== Activity ==
Print the records below exactly as they appear.
>>>>>
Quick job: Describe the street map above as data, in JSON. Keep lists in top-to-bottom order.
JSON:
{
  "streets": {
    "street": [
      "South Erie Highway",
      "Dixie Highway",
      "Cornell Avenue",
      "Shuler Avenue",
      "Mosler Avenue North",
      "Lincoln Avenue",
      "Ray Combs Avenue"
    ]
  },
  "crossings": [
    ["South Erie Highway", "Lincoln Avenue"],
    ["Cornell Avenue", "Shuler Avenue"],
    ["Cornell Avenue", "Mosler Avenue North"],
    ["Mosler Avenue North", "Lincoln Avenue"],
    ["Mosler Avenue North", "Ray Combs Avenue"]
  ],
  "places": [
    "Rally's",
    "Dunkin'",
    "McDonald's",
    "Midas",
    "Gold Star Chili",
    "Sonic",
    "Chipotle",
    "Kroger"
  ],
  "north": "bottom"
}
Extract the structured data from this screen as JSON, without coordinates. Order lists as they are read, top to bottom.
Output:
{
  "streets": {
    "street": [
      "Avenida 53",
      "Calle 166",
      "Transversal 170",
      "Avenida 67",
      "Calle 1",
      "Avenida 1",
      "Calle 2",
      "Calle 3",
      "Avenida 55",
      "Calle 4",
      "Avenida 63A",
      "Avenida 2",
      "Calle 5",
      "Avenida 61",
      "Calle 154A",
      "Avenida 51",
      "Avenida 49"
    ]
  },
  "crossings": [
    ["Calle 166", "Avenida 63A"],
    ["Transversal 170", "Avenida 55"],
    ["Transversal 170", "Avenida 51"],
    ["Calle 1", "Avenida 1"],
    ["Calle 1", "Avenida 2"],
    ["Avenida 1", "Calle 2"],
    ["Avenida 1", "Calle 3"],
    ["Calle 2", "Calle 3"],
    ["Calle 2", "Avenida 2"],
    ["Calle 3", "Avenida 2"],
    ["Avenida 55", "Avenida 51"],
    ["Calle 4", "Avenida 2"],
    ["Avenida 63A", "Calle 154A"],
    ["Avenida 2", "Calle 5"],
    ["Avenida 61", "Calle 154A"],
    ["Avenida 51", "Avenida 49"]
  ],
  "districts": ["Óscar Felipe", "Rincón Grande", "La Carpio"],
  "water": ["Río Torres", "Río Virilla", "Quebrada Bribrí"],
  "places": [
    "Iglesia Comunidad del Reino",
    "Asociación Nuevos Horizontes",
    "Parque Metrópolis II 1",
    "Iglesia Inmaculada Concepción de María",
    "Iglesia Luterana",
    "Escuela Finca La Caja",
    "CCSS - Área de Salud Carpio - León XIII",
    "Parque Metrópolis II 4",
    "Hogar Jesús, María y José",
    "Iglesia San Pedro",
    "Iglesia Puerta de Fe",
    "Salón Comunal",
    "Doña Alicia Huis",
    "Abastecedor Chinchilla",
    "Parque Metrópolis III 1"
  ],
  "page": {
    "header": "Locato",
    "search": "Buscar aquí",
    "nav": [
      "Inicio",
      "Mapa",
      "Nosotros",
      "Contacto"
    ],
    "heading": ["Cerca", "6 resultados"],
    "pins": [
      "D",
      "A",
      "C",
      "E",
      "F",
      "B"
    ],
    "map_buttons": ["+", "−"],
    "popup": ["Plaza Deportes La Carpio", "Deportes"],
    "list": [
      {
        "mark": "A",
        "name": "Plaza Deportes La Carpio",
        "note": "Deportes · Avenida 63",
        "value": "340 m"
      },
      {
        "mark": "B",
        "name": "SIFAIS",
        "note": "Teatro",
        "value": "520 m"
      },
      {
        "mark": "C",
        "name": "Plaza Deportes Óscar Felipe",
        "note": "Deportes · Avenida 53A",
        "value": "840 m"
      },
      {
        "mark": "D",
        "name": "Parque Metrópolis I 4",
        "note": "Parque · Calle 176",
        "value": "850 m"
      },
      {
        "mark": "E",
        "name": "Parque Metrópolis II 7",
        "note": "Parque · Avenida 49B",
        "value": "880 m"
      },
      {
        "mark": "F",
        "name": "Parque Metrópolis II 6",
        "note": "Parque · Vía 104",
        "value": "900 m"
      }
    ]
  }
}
<<<<<
== Answer ==
Quick job: Describe the street map above as data, in JSON. Keep lists in top-to-bottom order.
JSON:
{
  "streets": {
    "street": [
      "South Erie Highway",
      "Dixie Highway",
      "Cornell Avenue",
      "Shuler Avenue",
      "Mosler Avenue North",
      "Lincoln Avenue",
      "Ray Combs Avenue"
    ]
  },
  "crossings": [
    ["South Erie Highway", "Lincoln Avenue"],
    ["Cornell Avenue", "Shuler Avenue"],
    ["Cornell Avenue", "Mosler Avenue North"],
    ["Mosler Avenue North", "Lincoln Avenue"],
    ["Mosler Avenue North", "Ray Combs Avenue"]
  ],
  "places": [
    "Rally's",
    "Dunkin'",
    "McDonald's",
    "Midas",
    "Gold Star Chili",
    "Sonic",
    "Chipotle",
    "Kroger"
  ],
  "north": "bottom"
}
Extract the structured data from this screen as JSON, without coordinates. Order lists as they are read, top to bottom.
Output:
{
  "streets": {
    "street": [
      "Avenida 53",
      "Calle 166",
      "Transversal 170",
      "Avenida 67",
      "Calle 1",
      "Avenida 1",
      "Calle 2",
      "Calle 3",
      "Avenida 55",
      "Calle 4",
      "Avenida 63A",
      "Avenida 2",
      "Calle 5",
      "Avenida 61",
      "Calle 154A",
      "Avenida 51",
      "Avenida 49"
    ]
  },
  "crossings": [
    ["Calle 166", "Avenida 63A"],
    ["Transversal 170", "Avenida 55"],
    ["Transversal 170", "Avenida 51"],
    ["Calle 1", "Avenida 1"],
    ["Calle 1", "Avenida 2"],
    ["Avenida 1", "Calle 2"],
    ["Avenida 1", "Calle 3"],
    ["Calle 2", "Calle 3"],
    ["Calle 2", "Avenida 2"],
    ["Calle 3", "Avenida 2"],
    ["Avenida 55", "Avenida 51"],
    ["Calle 4", "Avenida 2"],
    ["Avenida 63A", "Calle 154A"],
    ["Avenida 2", "Calle 5"],
    ["Avenida 61", "Calle 154A"],
    ["Avenida 51", "Avenida 49"]
  ],
  "districts": ["Óscar Felipe", "Rincón Grande", "La Carpio"],
  "water": ["Río Torres", "Río Virilla", "Quebrada Bribrí"],
  "places": [
    "Iglesia Comunidad del Reino",
    "Asociación Nuevos Horizontes",
    "Parque Metrópolis II 1",
    "Iglesia Inmaculada Concepción de María",
    "Iglesia Luterana",
    "Escuela Finca La Caja",
    "CCSS - Área de Salud Carpio - León XIII",
    "Parque Metrópolis II 4",
    "Hogar Jesús, María y José",
    "Iglesia San Pedro",
    "Iglesia Puerta de Fe",
    "Salón Comunal",
    "Doña Alicia Huis",
    "Abastecedor Chinchilla",
    "Parque Metrópolis III 1"
  ],
  "page": {
    "header": "Locato",
    "search": "Buscar aquí",
    "nav": [
      "Inicio",
      "Mapa",
      "Nosotros",
      "Contacto"
    ],
    "heading": ["Cerca", "6 resultados"],
    "pins": [
      "D",
      "A",
      "C",
      "E",
      "F",
      "B"
    ],
    "map_buttons": ["+", "−"],
    "popup": ["Plaza Deportes La Carpio", "Deportes"],
    "list": [
      {
        "mark": "A",
        "name": "Plaza Deportes La Carpio",
        "note": "Deportes · Avenida 63",
        "value": "340 m"
      },
      {
        "mark": "B",
        "name": "SIFAIS",
        "note": "Teatro",
        "value": "520 m"
      },
      {
        "mark": "C",
        "name": "Plaza Deportes Óscar Felipe",
        "note": "Deportes · Avenida 53A",
        "value": "840 m"
      },
      {
        "mark": "D",
        "name": "Parque Metrópolis I 4",
        "note": "Parque · Calle 176",
        "value": "850 m"
      },
      {
        "mark": "E",
        "name": "Parque Metrópolis II 7",
        "note": "Parque · Avenida 49B",
        "value": "880 m"
      },
      {
        "mark": "F",
        "name": "Parque Metrópolis II 6",
        "note": "Parque · Vía 104",
        "value": "900 m"
      }
    ]
  }
}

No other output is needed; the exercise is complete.